Upon reaching South Georgia, Shackleton realizes they are on the wrong side and proceeded to accomplish another amazing feat, the crossing over of the South Georgia Mountain, at the only time of the year possible for the crossing. The whalers were in awe of Shackelton and his partners as they walked down the mountain. They seemed invincible. Shackleton turns right around and launches a rescue mission for his trapped men on Elphant Island. Not one man was lost in the expedition and his men shout for joy in seeing their captain Shackleton approach to rescue them.

"I love the fight and when things are easy, I hate it".

British explorer Apsley Cherry-Garrard, "For a join scientific and geographical piece of organization, give me Scott; for a winter journey, give me Wilson, for a dash to the Pole and nothing else, Amundsen; and if I am in the devil of a hole and want to get out of it, give me Shackleton every time."

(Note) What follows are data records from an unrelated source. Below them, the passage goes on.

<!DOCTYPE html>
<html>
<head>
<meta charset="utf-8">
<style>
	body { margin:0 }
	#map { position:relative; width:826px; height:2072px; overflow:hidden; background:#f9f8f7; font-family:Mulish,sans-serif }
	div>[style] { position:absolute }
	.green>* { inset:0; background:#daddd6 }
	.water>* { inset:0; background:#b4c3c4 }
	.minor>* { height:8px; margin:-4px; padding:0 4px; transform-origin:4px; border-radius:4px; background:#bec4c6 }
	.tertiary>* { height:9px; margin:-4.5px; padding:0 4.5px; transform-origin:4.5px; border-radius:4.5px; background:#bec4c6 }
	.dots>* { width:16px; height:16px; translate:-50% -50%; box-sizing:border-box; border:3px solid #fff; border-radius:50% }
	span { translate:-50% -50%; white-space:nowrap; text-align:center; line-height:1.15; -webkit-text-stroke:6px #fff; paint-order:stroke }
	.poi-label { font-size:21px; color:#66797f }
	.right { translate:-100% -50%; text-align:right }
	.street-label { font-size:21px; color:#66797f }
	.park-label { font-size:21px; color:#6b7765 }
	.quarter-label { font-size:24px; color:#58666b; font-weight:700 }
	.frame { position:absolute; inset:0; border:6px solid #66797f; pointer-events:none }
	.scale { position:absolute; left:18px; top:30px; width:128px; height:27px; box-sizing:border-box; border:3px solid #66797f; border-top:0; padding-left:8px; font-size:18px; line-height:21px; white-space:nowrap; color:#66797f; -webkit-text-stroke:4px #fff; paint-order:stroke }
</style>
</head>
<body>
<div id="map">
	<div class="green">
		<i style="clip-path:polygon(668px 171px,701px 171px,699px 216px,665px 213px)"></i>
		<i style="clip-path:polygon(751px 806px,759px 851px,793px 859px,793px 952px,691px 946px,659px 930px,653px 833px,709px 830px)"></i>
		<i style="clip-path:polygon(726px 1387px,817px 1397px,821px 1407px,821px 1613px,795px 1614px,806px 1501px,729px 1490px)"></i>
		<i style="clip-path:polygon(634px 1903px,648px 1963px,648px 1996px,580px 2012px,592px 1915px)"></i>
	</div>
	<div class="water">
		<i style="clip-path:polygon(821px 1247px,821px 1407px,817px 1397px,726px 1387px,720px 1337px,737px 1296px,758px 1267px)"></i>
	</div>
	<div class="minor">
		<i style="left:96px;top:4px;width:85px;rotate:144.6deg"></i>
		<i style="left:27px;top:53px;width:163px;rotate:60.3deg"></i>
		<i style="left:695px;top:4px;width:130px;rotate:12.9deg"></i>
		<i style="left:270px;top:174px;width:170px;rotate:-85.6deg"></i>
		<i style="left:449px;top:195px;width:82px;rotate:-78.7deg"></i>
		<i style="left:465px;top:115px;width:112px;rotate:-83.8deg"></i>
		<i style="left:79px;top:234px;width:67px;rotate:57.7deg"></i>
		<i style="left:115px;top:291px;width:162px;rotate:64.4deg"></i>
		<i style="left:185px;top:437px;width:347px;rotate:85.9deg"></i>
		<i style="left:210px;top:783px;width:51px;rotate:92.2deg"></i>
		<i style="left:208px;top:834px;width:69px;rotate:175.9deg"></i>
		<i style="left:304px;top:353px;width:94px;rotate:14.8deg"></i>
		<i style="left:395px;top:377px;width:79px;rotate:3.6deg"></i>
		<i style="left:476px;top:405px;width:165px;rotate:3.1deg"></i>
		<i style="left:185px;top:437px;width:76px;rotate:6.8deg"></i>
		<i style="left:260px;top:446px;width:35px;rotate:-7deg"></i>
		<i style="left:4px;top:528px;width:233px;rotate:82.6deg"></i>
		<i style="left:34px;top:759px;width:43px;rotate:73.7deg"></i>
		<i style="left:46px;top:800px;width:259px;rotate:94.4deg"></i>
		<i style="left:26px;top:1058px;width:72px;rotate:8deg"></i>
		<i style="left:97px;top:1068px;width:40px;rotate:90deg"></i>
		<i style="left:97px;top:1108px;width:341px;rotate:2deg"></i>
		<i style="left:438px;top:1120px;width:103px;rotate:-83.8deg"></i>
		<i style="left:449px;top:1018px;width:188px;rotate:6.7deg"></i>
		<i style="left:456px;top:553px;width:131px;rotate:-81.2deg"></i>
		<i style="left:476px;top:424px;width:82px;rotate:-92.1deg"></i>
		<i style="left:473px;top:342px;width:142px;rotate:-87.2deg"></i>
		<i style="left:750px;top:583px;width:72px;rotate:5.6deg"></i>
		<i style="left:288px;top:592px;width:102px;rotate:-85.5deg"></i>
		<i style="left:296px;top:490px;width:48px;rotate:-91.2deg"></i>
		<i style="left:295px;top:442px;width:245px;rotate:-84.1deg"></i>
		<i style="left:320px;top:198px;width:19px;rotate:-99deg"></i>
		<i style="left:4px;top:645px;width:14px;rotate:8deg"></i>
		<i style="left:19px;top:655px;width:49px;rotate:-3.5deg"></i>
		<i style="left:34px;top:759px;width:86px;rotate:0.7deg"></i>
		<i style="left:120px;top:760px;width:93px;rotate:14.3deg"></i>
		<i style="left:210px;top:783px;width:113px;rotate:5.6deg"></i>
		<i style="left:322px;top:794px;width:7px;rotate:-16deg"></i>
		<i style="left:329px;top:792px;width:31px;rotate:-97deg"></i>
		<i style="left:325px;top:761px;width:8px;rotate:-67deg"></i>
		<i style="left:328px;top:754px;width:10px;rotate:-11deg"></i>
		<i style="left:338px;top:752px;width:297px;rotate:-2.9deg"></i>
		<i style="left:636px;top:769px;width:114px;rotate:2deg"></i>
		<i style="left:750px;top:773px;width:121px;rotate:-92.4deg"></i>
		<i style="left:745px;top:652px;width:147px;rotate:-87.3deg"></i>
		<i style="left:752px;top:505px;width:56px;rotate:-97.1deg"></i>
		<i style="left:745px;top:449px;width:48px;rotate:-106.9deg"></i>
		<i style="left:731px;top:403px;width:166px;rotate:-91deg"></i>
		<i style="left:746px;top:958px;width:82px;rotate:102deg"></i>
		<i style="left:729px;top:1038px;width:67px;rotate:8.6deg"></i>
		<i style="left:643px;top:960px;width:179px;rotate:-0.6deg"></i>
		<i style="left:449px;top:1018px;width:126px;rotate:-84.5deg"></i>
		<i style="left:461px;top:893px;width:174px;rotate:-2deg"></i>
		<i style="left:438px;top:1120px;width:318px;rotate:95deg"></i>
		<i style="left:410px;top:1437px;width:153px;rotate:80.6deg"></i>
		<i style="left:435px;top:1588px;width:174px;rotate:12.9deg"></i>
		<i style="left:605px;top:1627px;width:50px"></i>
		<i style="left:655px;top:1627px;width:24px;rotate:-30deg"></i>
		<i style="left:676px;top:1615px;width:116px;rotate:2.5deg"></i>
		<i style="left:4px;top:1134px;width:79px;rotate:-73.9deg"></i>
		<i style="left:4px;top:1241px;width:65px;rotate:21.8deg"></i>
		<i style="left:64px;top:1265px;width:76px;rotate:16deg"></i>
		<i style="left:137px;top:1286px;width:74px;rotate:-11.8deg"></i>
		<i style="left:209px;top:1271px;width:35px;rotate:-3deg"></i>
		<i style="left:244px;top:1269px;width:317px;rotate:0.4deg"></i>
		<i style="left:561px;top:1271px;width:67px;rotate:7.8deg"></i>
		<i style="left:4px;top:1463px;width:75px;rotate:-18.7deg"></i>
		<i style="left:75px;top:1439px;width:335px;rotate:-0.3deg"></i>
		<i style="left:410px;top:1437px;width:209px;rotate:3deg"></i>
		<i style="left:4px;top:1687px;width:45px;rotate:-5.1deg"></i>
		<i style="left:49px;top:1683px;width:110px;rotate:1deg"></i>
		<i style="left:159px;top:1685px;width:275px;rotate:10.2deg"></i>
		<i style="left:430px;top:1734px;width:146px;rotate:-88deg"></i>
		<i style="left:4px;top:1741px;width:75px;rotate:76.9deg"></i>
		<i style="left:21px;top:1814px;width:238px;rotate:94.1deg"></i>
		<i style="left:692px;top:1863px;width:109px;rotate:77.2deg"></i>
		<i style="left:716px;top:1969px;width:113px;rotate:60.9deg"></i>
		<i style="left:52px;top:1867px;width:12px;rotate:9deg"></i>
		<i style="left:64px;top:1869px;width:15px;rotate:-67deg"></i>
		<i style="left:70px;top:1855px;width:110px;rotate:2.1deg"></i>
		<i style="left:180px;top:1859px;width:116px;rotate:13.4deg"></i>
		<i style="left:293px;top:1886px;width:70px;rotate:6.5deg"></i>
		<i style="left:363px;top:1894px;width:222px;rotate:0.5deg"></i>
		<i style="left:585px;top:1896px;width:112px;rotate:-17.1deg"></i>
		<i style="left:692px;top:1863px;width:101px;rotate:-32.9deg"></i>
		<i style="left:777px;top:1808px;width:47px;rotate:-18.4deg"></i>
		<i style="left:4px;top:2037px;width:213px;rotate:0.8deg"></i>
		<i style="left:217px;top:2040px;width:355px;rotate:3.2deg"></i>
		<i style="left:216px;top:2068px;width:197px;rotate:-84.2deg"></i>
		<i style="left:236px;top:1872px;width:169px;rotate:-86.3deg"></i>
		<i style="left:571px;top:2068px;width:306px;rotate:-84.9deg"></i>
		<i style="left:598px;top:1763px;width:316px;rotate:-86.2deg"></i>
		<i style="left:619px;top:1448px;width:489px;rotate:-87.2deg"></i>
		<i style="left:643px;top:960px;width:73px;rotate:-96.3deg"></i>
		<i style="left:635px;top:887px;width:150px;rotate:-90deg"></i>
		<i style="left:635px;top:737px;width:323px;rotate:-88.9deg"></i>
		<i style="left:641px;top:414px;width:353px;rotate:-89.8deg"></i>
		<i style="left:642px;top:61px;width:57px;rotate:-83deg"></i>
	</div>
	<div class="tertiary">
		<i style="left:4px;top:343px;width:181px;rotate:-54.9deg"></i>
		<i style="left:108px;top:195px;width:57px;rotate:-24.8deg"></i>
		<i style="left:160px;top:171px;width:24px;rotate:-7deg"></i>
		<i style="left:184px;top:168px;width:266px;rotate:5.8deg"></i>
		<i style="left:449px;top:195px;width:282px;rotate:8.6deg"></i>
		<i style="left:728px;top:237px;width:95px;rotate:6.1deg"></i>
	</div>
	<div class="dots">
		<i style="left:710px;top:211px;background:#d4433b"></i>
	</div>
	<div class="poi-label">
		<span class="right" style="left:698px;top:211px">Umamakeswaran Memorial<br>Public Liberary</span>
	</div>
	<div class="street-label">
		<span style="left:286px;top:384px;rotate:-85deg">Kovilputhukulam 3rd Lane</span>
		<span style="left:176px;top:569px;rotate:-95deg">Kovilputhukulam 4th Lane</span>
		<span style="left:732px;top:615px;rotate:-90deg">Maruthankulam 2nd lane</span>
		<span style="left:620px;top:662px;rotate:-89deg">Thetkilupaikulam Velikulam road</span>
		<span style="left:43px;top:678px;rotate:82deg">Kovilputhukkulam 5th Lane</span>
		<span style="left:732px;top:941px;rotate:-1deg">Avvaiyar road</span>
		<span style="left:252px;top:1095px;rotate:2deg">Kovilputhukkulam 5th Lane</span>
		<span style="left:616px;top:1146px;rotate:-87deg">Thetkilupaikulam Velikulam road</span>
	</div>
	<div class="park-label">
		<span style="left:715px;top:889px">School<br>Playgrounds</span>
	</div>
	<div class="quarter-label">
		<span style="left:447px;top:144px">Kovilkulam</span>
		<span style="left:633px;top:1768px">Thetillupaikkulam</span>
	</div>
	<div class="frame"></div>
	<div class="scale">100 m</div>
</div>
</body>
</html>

"By endurance we conquer". Shackleton replaced the War Hero of World War I with the exploration hero. Shackleton gave hope to the world. Men died for honour, instead of fearing death. Europe and America were invigorated with Shackleton's courage.
"He had a quick brain, and he could visualize things a head, and as far as he could he safeguarded any eventuality that was likely to occur" - Lionel Greenstreet

"His method of discipline was very fair. He did not believe in unnecessary discipline." - William Bakewell

"No matter what turns up, he is always ready to alter his plans and make fresh ones, and in the meantime laughs, jokes, and enjoys a joke with everyone, and in this way keeps everyone's spirits up" - Frank Worsley.



Rating: 5 stars
Summary: A True Story of Survival
Review: There have been some amazing personalities in the roll call of great explorers, and Ernest Shackleton is near the top of the list.

A traveler with Robert Falcon Scott in the first quest for the South Pole in 1902, Shackleton's expedition with the "Endurance" was a terrible story that may have ended in failure to make the pole, but a success in survival.

The writings of Shackleton and a number of his shipmates make for an intriguing and insightful narrative; how Endurance was caught in the polar ice, spending more than a year on an ice floe, marooned on a lonely rock of an island and the amazing journey in a life boat to a whaling station...it's all too incredible, yet it happened.

Shackleton was a real swashbuckler, not always the best judge in talent for his expeditions and the best planner, but as many have said, when adversity arose, he and his people rose to the occasion again and again.

A great read for anyone interested about the "Heroic Age."

Rating: 5 stars
Summary: There is no other word for it, but INCREDIBLE
Review: Not only was the ship named Endurance but the human spirit is defined here by that very word. Over a year on a floating piece of ice would drive anyone mad. These 28 just endured the most terrifying thing anyone could ever experience - being alone in the antarctic with no contact with the rest of the world. How would it be to be so isolated that no one knows where you are and if you died wouldn't know it for years. Shackleton is the pillar of optimism to be optimistic in circumstances that would have broke even some of the best men today. This author has done a great job deriving the story from the surviving documents and journals of those that survived it. It is truly a story that will endure many generations of us.

Rating: 5 stars
Summary: A truly great read
Review: Trust me...buy this book, light the fire, pour yourself a cup of tea...and sit back for one heck of a tale.

Rating: 5 stars
Summary: One of the 100
Review: In my library, I have "The 100 books my son must read." I will have a tough choice ahead as this book needs to be added. Enough said.